Los pesimistas de la izquierda dicen que Occidente nunca dejará entrar a mucha gente ni tratará con justicia a los recién llegados porque es incorregiblemente racista. No obstante, aunque el racismo persiste, ha disminuido más de lo que muchos creen. Cuando nació Barack Obama, los matrimonios entre distintas razas eran ilegales en gran parte de Estados Unidos, y muchos británicos seguían pensando que tenían el derecho y el deber de gobernar otras naciones.
Ahora, una quinta parte de los nuevos matrimonios estadounidenses son mixtos, y a los británicos no les causa impacto que un descendiente de súbditos coloniales sea su primer ministro. Los indios británicos, los chino-canadienses y los nigeriano-estadounidenses ganan más que sus compatriotas blancos, lo que sugiere que el racismo no es el principal factor determinante de sus oportunidades en la vida.

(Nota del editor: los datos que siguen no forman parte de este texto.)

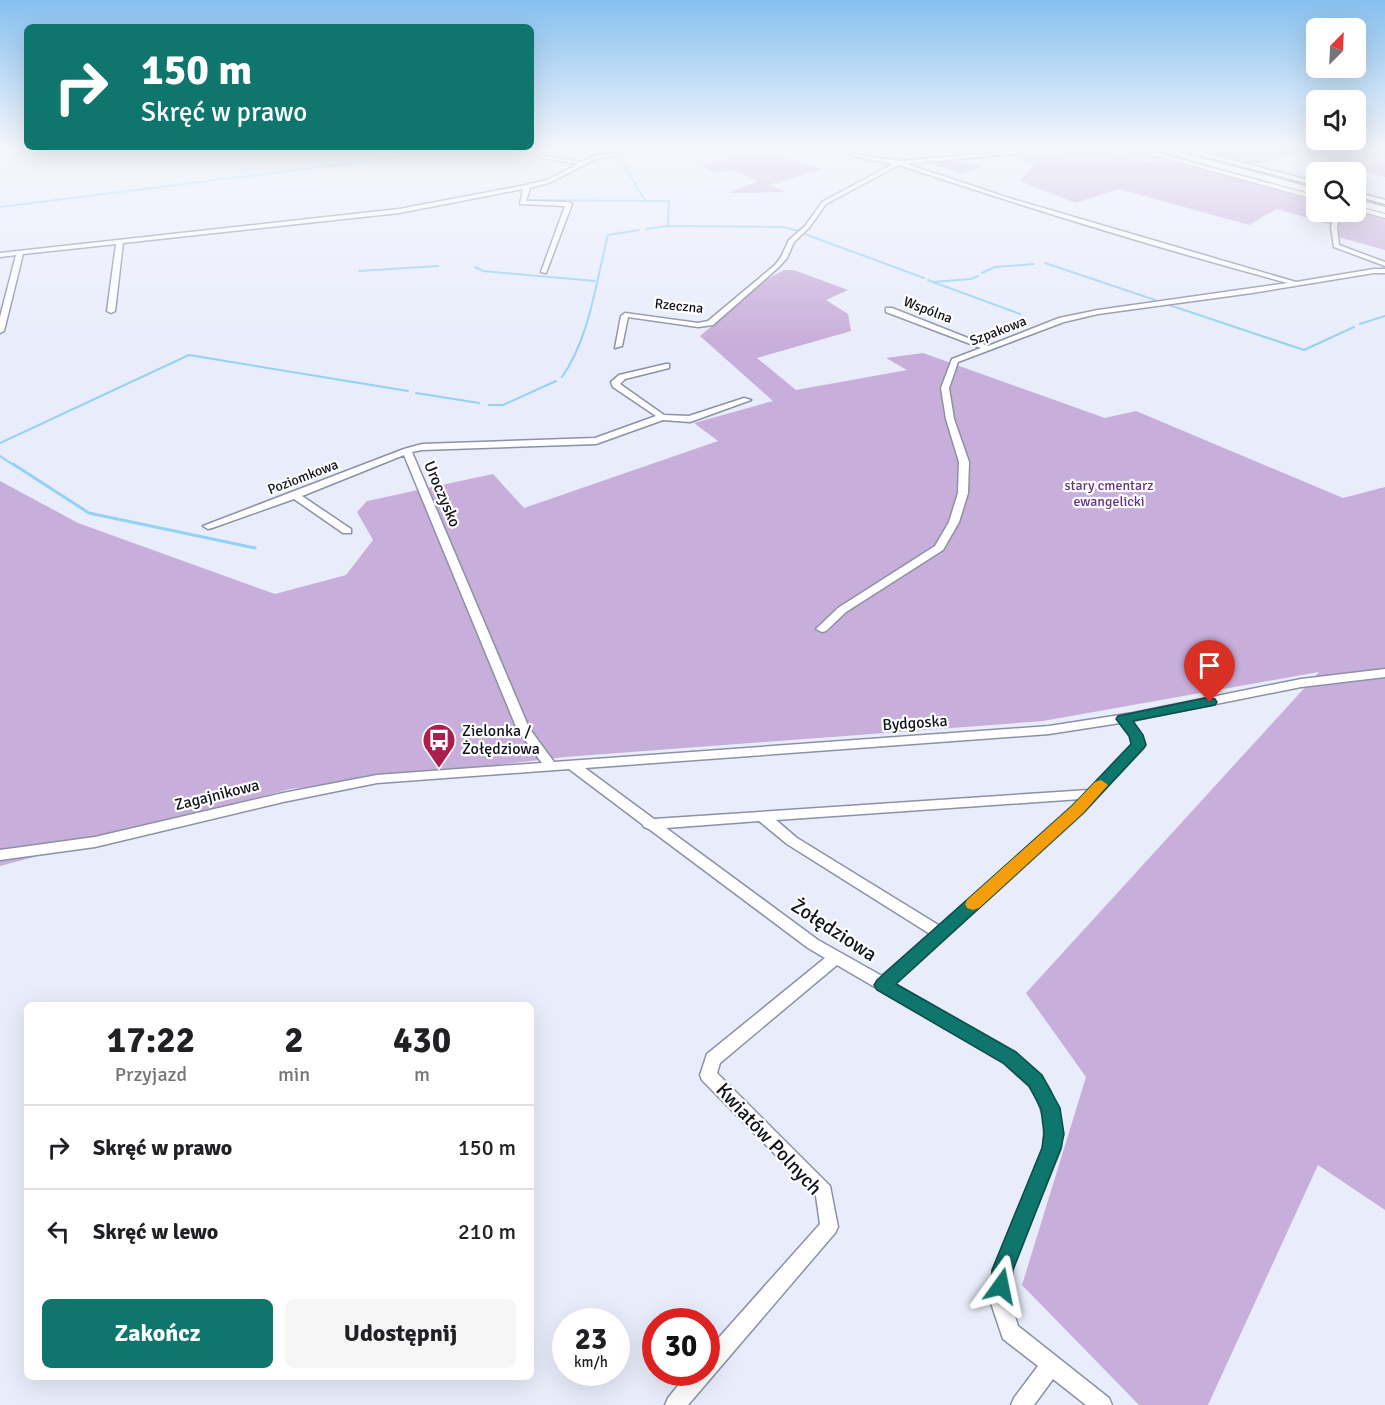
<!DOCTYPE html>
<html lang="pl">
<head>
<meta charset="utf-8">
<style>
  body { margin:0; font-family:Signika,sans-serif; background:#f6f6f6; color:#202124; height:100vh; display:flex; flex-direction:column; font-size:22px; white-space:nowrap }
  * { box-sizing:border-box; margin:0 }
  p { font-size:20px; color:#757577 }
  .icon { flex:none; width:33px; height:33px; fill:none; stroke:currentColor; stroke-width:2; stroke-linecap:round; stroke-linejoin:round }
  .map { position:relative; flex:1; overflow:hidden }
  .drawer { position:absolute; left:24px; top:1002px; width:510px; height:378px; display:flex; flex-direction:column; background:#fff; border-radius:9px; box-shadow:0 6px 24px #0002 }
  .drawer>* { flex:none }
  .banner { position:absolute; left:24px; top:24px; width:510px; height:126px; border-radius:9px; box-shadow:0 6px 24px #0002; background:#0f766e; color:#fff; overflow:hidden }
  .needle { width:39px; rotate:24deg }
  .controls { position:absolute; left:1306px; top:18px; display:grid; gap:12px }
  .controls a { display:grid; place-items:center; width:60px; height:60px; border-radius:9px; background:#fff; box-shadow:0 6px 24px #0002; font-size:30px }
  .speed { position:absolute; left:552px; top:1308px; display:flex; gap:12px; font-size:30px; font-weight:700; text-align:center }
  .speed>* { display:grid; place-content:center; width:78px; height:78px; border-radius:50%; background:#fff; box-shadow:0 6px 24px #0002; line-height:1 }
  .speed small { font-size:15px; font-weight:400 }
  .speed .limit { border:9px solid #d22; background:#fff; color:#111 }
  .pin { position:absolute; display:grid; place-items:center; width:51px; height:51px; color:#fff; margin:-62px -26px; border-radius:50% 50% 50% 0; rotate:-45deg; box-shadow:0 0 6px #0007 }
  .pin .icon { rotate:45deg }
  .me { position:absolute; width:66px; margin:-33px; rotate:12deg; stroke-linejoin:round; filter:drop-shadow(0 0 4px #0008) }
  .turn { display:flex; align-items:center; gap:21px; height:126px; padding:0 18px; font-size:27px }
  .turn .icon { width:78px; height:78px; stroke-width:2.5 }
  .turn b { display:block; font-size:42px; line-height:51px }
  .eta { display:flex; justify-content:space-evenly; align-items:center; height:102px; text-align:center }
  .eta b { font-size:36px; font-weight:700; line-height:42px }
  .action { display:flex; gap:12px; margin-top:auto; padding:12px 18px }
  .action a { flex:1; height:69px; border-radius:9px; background:#0f766e; color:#fff; font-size:24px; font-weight:700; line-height:69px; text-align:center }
  .action a+a { background:#f6f6f6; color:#202124 }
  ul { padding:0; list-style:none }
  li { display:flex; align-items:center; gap:18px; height:84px; padding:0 18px; border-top:2px solid #e0e0e0 }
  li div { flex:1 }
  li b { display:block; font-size:22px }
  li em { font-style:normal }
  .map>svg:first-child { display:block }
  .green { fill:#c8aeda }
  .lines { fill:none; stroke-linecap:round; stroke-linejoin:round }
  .stream-far1 { stroke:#93d1f6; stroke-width:2 }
  .stream { stroke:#93d1f6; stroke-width:3 }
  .minor-casing { stroke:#8b91a6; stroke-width:3 }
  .tertiary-casing { stroke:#8b91a6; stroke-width:2 }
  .motorway-casing { stroke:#8b91a6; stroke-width:3 }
  .minor { fill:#fff; fill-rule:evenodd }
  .tertiary { fill:#fff; fill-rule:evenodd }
  .motorway { fill:#fff; fill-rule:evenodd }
  .route { fill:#0f766e; stroke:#0a4d48; stroke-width:1.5 }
  .slow { fill:#f59e0b }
  .labels { text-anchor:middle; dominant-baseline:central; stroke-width:4.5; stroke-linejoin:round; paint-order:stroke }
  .far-street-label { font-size:14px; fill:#11131b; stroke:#fff }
  .far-park-label { font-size:14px; fill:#653381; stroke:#fff }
  .street-label { font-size:16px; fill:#11131b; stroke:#fff }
  .poi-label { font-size:16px; fill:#11131b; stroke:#fff; text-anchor:start }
  .near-street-label { font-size:20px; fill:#11131b; stroke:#fff }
</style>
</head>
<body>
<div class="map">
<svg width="1385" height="1405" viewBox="0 0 1385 1405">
  <rect width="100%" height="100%" fill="#e9edfb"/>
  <g class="green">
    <polygon points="1115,146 1138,146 1317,194 1317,212 1356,212 1356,204 1385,212 1385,221 1383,220 1385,222 1385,250 1338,237 1339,227 1277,209 1249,225 1119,189 1075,203 1020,181 1035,164 1014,157 1099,148 1144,162 1166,160 1158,158 1150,160 1124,153 1130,150"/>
    <polygon points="1174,146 1385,146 1385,177 1299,152 1252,165"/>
    <polygon points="760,151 824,169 768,185 787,192 729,193 759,181 733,170 716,173 700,165"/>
    <polygon points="955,160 982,167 961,174 924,161"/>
    <polygon points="784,270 794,270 848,290 826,300 848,314 851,331 757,358 796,390 907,370 886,358 923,353 1105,418 1136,411 1343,498 1385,487 1385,1210 1318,1165 1208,1405 1139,1405 1022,1285 1086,1077 1026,993 1319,672 1043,721 565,757 290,789 0,866 0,481 78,523 275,594 346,575 373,540 357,512 367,501 493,474 524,508 718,441 694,423 773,401 700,336 766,280"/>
  </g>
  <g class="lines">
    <g class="stream-far1">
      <polyline points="618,152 647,146"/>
      <polyline points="619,155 645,201 669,201 668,226"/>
      <polyline points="529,200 645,201"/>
      <polyline points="0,207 479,147"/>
      <polyline points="646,229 668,226 783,227 798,231"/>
      <polyline points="802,233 924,278"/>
      <polyline points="1045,263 1155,300"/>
      <polyline points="475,267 483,271 595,281"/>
      <polyline points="359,271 438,266"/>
      <polyline points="982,273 995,267 1034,264"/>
      <polyline points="928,280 933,282 971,279 978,276"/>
      <polyline points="933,282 1020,314"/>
      <polyline points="1166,304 1304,350 1354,327"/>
      <polyline points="1360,324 1385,316"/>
      <path d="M562,377C590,337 596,281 608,235L639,230"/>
      <polyline points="416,393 479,403"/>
      <polyline points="489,405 503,405 556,381"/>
      <polyline points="0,443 189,355 408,391"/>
      <polyline points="0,456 15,466"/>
    </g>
    <polyline class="stream" points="13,464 89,513 255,548"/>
    <g class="minor-casing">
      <g id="minor">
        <polygon points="649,146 661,146 596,159 551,182 530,188 526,201 569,202 572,204 546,273 541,272 565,206 520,204 523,189 399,213 123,243 115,311 111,313 107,311 116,244 23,254 4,331 0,333 0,317 16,255 0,257 0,253 399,209 526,185 547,180 578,164 543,158 518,147 526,147 546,156 583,162 594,156"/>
        <path d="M825,146H834L859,155L899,161L1072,146H1095L907,164L1009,198L1296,282L1374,269H1385V273H1374L1252,293L1098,314L1064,322L958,362L949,388L954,419L969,462L968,493L959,522L943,550L846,612L826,631L822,632L816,629L838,608L935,546L949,522L958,493L959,462L946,419L941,388L952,359L981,348L886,312V308H892L988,346L1059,318L1098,310L1288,283C1157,248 1028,208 899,165L826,204L809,228L794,242L787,258L779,267L713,325L698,327L628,317L622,346L615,348L621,316L625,313L698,323L708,321L775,265L781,257L789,240L805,226L822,202L893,164L856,157Z"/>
        <polygon points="1166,146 1176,146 1317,182 1317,186"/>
        <polygon points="1356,192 1385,200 1385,204 1356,196"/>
        <polygon points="1335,212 1341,212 1337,227 1339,245 1385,262 1385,266 1334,247 1331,227"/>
        <path d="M666,364H669V368L625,379L620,384L664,415L689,416L744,398L751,400L690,422L663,420L596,444L422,450L412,452L529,728L554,762L1049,726L1133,713L1301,679L1385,669V677L1301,687L1131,721L1142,735L1145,745L1143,748L1083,813L895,984L1015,1052L1041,1076L1050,1090L1061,1122V1148L1011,1270V1303L1018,1326L1109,1398L1112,1405H1086L1053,1379L1034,1405H1011L1014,1398L1038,1366L1003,1339L991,1303L993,1270L1043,1148L1045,1122L1037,1098L1029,1086L1003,1062L837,965L720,1063L717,1073L830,1186L838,1227L835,1233L688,1405H665L668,1398L689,1372H706V1352L820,1224L816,1196L702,1080L700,1075L707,1054L825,958L808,948L649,829L644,827L642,824L569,769L377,783L283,802L95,847L0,860V850L95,837L283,793L377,775L542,763L517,729L404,455L302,496L351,529V533H343L294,499L212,528L208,529L203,526L404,449L422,444L595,438L656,416L613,387L611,382L619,375ZM1120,723L1130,736L1133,744L1089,790L654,819L585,768L1049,734ZM1080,799L940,926L797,838L776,820ZM759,821L787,844L930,934L882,976L818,940L666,828Z"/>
      </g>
    </g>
    <g class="tertiary-casing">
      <g id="tertiary">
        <polygon points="1121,146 1131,146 1317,196 1317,200"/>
        <polygon points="1356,206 1385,214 1385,218 1356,210"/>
      </g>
    </g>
    <g class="motorway-casing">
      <g id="motorway">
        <polygon points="1140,146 1156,146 1317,189 1317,195"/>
        <polygon points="1356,199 1385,207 1385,213 1356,205"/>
      </g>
    </g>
    <use href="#minor" class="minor"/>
    <use href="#tertiary" class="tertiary"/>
    <use href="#motorway" class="motorway"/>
  </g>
  <linearGradient id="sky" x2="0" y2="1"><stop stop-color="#86c0ee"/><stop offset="0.43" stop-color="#f5f7fd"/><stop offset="1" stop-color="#f5f7fd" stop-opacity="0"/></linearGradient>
  <rect width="1385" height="343" fill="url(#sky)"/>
  <polygon class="route" points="1210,697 1215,699 1217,702 1215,705 1133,721 1143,735 1146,745 1144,748 1083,813 896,984 1016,1052 1042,1075 1060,1108 1064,1134 1061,1148 1013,1270 1012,1286 1009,1294 1001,1297 994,1294 991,1286 992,1270 1042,1148 1044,1134 1041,1109 1029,1086 1003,1063 877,990 874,985 877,980 1072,806 1131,744 1129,736 1116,719 1118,716"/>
  <polygon class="slow" points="1101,780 1108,785 1083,813 979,908 973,910 967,908 965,904 967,900 1072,806 1095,782"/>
  <defs>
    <g id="bus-pin" transform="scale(1.725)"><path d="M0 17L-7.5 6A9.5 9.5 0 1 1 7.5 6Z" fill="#af1d4c" stroke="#fff"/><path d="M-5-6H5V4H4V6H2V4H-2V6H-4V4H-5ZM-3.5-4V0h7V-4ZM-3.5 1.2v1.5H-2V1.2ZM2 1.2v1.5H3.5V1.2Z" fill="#fff"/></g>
  </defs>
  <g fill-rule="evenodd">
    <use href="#bus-pin" x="439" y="740"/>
  </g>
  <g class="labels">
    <g class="far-street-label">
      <text transform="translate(679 306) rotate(6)">Rzeczna</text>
      <text transform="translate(928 310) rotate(21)">Wspólna</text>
      <text transform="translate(998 331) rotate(-21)">Szpakowa</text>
      <text transform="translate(303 477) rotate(-21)">Poziomkowa</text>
    </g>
    <g class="far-park-label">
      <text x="1109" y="485">stary cmentarz<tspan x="1109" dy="16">ewangelicki</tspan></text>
    </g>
    <g class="street-label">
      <text transform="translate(442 494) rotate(67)">Uroczysko</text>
      <text transform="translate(915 723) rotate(-4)">Bydgoska</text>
      <text transform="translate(217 795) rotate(-14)">Zagajnikowa</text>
    </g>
    <g class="poi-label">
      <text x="462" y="731">Zielonka /<tspan x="462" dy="18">Żołędziowa</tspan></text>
    </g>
    <g class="near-street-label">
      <text transform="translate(834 930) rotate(33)">Żołędziowa</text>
      <text transform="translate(769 1139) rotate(47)">Kwiatów Polnych</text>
    </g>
  </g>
</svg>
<div class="controls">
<a><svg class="needle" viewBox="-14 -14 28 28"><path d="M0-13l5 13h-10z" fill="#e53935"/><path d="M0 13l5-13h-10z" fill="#757577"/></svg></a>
<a><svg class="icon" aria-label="sound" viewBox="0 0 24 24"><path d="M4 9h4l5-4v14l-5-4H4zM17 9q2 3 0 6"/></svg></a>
<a><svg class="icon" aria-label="search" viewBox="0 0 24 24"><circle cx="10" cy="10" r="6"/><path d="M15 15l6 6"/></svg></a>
</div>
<div class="speed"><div>23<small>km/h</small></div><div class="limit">30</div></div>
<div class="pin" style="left:1210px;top:702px;background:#d93025"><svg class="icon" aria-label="arrive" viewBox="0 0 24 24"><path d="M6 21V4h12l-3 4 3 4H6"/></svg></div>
<svg class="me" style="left:1001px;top:1286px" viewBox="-20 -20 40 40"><path d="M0-17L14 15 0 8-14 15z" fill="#0f766e" stroke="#fff" stroke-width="4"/></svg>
<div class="banner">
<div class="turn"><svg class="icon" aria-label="right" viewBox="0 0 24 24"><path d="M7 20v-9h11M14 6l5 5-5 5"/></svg><div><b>150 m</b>Skręć w prawo</div></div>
</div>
<section class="drawer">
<div class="eta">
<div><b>17:22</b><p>Przyjazd</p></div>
<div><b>2</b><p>min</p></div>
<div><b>430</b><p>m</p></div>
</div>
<ul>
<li><svg class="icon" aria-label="right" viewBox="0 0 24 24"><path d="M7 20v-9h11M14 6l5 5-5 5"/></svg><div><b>Skręć w prawo</b></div><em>150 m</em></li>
<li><svg class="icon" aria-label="left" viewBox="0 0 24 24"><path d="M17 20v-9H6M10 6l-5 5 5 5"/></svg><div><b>Skręć w lewo</b></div><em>210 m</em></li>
</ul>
<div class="action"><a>Zakończ</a><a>Udostępnij</a></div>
</section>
</div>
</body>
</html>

El camino hacia occidente sigue en marcha
En el futuro, el cambio climático puede impulsar a la gente a desplazarse más. Pero esto será gradual, y dos fuerzas pueden tener el efecto contrario. Se ralentizará el desplazamiento de las granjas a las ciudades —un movimiento de masas mucho mayor que la migración transfronteriza—, pues la mayor parte del mundo ya es urbana.
Además, la humanidad perderá movilidad a medida que envejezca. Actualmente, los países ricos tienen una magnífica oportunidad de importar juventud, cerebros y dinamismo. Puede que esta oportunidad no dure para siempre.